--- Given information ---

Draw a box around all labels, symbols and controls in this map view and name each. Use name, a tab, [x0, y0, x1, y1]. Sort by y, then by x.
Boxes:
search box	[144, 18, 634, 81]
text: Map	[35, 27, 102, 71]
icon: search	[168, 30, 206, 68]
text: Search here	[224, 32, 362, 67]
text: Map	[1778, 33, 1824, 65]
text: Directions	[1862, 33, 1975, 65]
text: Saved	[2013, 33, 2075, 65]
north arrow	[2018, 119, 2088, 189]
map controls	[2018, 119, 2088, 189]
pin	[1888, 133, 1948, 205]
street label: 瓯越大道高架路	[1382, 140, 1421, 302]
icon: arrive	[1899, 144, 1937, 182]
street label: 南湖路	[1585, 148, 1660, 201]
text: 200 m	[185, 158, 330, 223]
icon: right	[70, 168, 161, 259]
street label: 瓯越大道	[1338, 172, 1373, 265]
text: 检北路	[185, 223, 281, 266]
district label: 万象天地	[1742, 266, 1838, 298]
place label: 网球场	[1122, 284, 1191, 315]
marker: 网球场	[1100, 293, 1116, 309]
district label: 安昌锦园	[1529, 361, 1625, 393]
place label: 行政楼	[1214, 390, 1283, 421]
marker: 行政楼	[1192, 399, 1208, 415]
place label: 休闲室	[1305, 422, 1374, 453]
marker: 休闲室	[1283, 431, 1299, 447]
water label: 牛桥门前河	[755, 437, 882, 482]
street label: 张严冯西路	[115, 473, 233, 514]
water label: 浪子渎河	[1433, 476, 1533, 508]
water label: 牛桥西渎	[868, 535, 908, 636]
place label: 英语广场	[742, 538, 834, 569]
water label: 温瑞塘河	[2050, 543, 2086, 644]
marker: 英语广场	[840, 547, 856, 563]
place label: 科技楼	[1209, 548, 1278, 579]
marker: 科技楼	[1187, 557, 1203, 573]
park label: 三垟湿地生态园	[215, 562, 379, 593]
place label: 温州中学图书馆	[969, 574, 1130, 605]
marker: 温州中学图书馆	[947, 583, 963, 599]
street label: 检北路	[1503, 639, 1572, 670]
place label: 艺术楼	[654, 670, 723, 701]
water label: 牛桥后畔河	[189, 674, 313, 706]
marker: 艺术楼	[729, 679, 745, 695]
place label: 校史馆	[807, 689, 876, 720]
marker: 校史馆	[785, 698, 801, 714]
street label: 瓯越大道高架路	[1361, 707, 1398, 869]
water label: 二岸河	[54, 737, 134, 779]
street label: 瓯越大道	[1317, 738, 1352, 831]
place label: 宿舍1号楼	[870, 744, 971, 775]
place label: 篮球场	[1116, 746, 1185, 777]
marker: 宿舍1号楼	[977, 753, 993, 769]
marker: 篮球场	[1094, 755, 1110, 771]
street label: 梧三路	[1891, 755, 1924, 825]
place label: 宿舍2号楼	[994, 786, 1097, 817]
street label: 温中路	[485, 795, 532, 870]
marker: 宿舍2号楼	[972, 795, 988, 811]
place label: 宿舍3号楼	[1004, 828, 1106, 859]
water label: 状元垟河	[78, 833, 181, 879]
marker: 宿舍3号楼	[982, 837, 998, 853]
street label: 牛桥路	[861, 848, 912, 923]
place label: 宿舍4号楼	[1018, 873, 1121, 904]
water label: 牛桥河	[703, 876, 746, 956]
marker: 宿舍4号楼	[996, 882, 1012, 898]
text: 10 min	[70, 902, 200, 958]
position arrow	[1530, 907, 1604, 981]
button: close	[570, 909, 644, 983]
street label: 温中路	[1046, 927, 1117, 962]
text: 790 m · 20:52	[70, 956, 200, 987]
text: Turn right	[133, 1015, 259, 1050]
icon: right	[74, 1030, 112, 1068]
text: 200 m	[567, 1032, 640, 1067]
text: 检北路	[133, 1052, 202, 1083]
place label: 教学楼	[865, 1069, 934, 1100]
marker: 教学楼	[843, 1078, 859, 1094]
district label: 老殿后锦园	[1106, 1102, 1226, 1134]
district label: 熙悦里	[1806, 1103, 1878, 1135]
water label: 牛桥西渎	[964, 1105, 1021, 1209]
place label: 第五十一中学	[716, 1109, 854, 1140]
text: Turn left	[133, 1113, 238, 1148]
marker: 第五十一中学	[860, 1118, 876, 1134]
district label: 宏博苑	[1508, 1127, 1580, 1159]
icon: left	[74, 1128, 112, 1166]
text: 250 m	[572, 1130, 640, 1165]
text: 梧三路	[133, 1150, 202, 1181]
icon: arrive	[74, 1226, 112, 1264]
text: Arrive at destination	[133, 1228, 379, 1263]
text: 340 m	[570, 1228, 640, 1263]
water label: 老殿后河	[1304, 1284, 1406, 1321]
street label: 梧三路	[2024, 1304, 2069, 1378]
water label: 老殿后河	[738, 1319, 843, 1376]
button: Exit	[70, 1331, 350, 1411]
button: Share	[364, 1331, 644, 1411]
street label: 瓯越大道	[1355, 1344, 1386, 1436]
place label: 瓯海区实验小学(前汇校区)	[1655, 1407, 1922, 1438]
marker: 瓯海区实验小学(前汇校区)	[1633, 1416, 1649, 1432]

---

### Prompt
Where a line of the data holds the word "第五十一中学", copy that line.

### Response to this exercise
place label: 第五十一中学	[716, 1109, 854, 1140]
marker: 第五十一中学	[860, 1118, 876, 1134]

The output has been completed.